İzmit Körfezi'nde yapılan temizlik çalışmalarına rağmen müsilaj (deniz salyası), Eskihisar sahilini yeniden kapladı. Kocaeli Büyükşehir Belediyesi’nin deniz süpürgeleriyle temizlik yapmasına rağmen müsilaj, yeniden sahillerde toplanmaya başladı. Eskihisar'da balıkçılık yapanları, müsilajın çok etkilediğini söyleyen Eskihisar Su Ürünleri Kooperatif Başkanı Ali Sarı, “Balıkçılık yapan arkadaşlarımız ağ atamıyorlar ve tuttukları balıkları satamıyorlar. Herkesin bu işe dikkat etmesi gerekiyor. Evden dökülen küçük bir yağ atığından sanayi kuruluşlarından dökülen atıklara kadar herkesin dikkat etmesi gerekiyor. Şu canım denizde 140-150 çeşit balığımız vardı ama şu anda 2-3 çeşit balığımız var” diye konuştu.
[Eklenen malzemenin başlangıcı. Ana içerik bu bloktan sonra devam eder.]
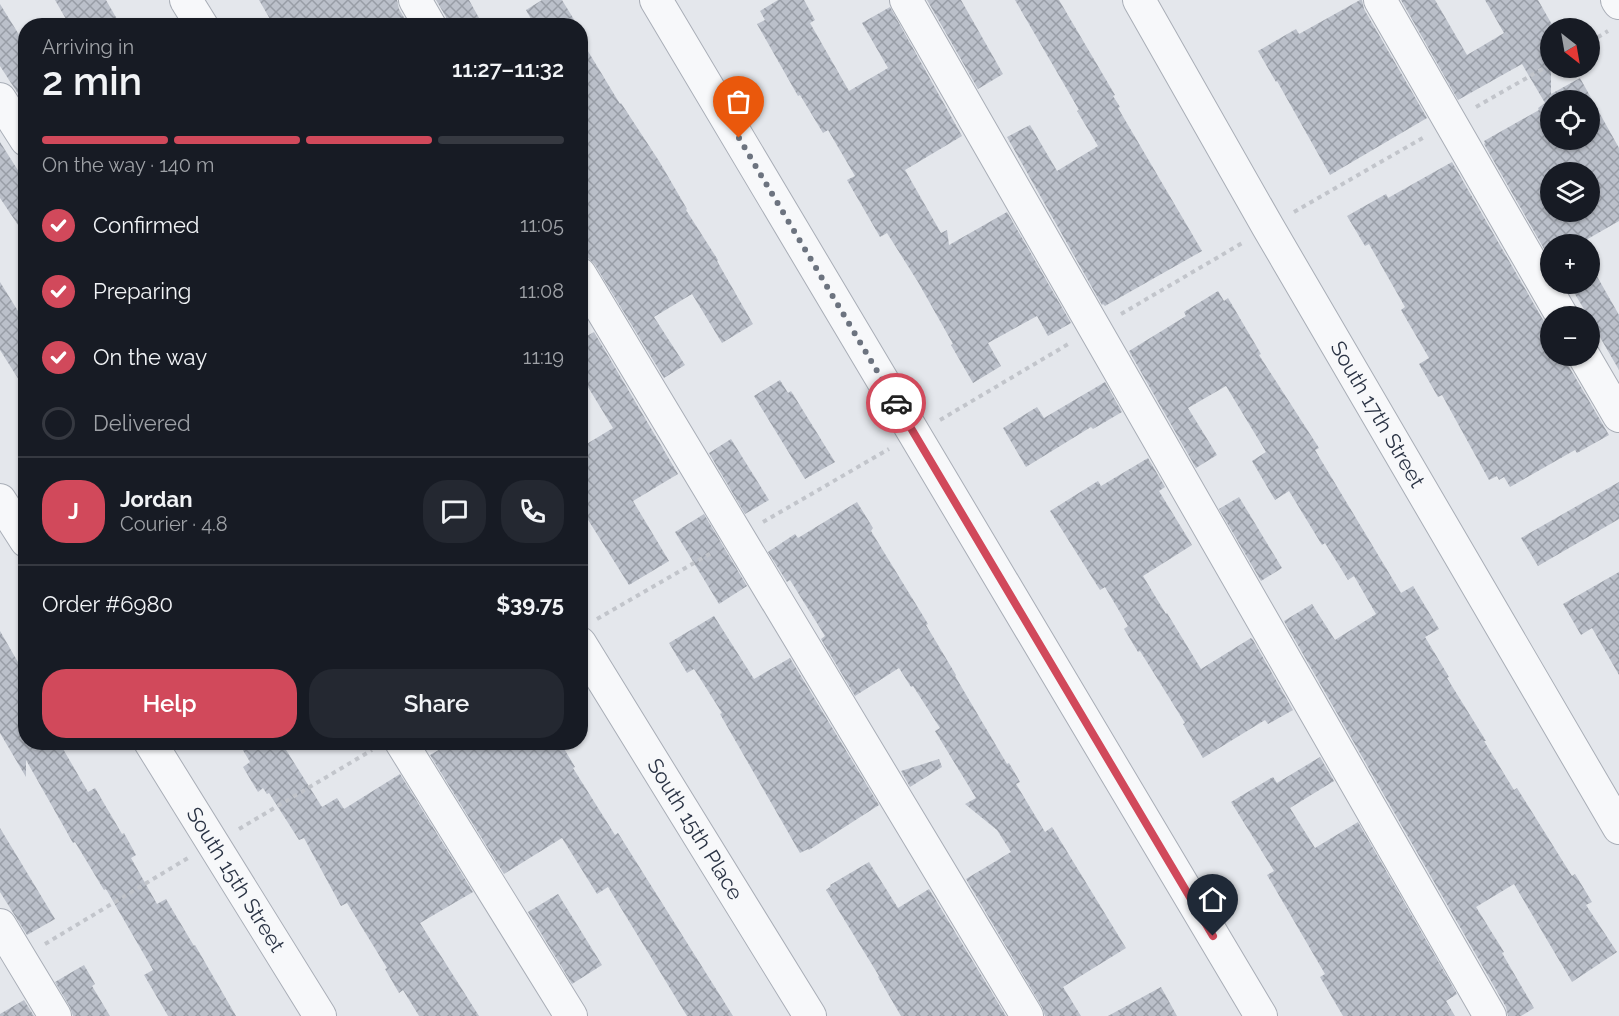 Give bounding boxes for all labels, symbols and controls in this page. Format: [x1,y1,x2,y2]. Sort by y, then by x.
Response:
north arrow [1540,18,1600,78]
map controls [1540,18,1600,366]
text: Arriving in [42,35,134,59]
text: 11:27–11:32 [452,56,564,82]
text: 2 min [42,58,142,104]
pin [713,76,764,138]
icon: bag [722,85,755,118]
button: locate [1540,90,1600,150]
text: On the way · 140 m [42,153,214,177]
button: layers [1540,162,1600,222]
icon: check [42,209,75,242]
text: Confirmed [93,212,200,238]
text: 11:05 [520,213,564,237]
button: + [1540,234,1600,294]
icon: check [42,275,75,308]
text: Preparing [93,278,191,304]
text: 11:08 [519,279,564,303]
button: − [1540,306,1600,366]
street label: South 17th Street [1325,336,1430,492]
icon: check [42,341,75,374]
text: On the way [93,344,207,370]
text: 11:19 [523,345,564,369]
courier [866,373,926,433]
icon: car [880,387,913,420]
text: Delivered [93,410,191,436]
button: chat [423,480,486,543]
button: phone [501,480,564,543]
text: Jordan [120,486,192,512]
text: J [68,498,79,524]
text: Courier · 4.8 [120,512,228,536]
text: Order #6980 [42,591,173,617]
text: $39.75 [496,591,564,617]
button: Help [42,669,297,738]
button: Share [309,669,564,738]
street label: South 15th Place [642,754,748,904]
street label: South 15th Street [182,802,290,956]
pin [1187,874,1238,936]
icon: home [1196,883,1229,916] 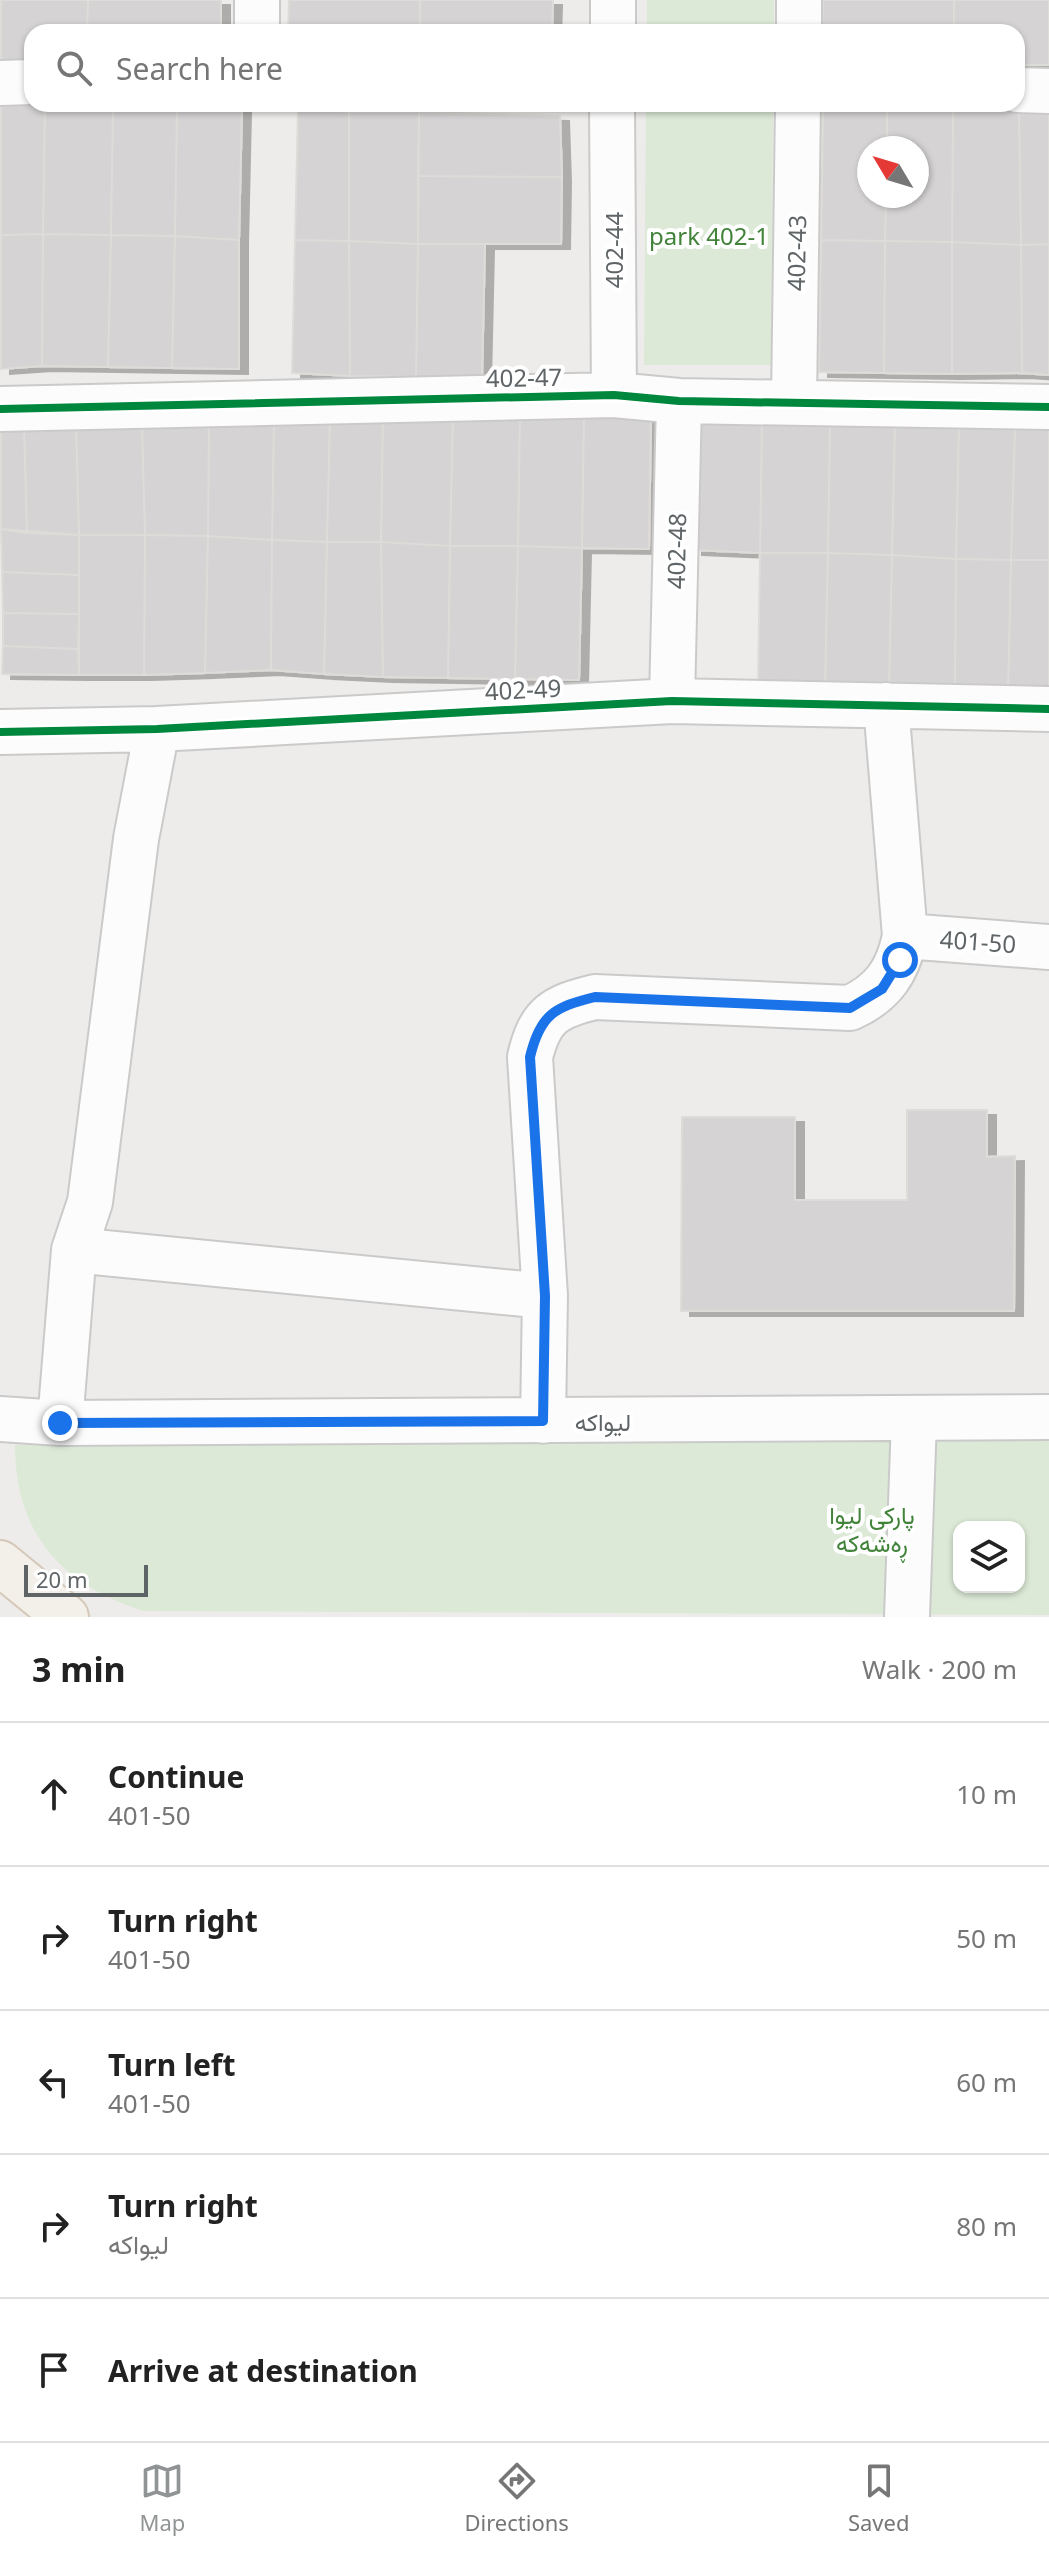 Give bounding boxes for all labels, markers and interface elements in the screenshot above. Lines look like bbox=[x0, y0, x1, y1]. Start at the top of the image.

‘Müsilaj zehirsiz’ açıklamasına kimse inanmadı, balıklar elde kaldı

Marmara Denizi’nde ortaya çıkan müsilaj balıkçıları ve balıkseverleri üzüyor. Balık avı ve balık satışları düştü. İstanbul Su Ürünleri Kooperatifi Birliği Başkanı Erdoğan Kartal, balıkçıların ocak ayından bugüne avlanma oranının yüzde 80-90 gerilediğini anlattı. Pandemi döneminde büyük sıkıntılar yaşayan balıkçılar, bu kez “müsilaj salgını” ekonomik zorluklar  yaşıyor.

Kartal, 90’lı yıllarda Haliç’in boşaltıldığı dönemde de müsilaj oluştuğunu ancak bu kadar etkili olmadığını belirterek, “Ama bu çok daha fazla ve etkili. Ağ atmamız, balık tutmamız bile çok zor. Ağ denizde çalışmıyor. Gözleri kapanınca ağlarımız batıyor. Attığınız ağı bir daha bulamayabiliyorsunuz” dedi.

Müsilaj kâbusu her gün farklı bir noktadan kendini gösteriyor. İstanbul'da onlarca ölü yengeç Silivri sahiline vurdu. Ölümlerin müsilaj kaynaklı olma ihtimali endişeyi artırıyor.  Silivri açıklarında balık tutan bazı balıkçıkların ağları da müsilajla kaplanıyor.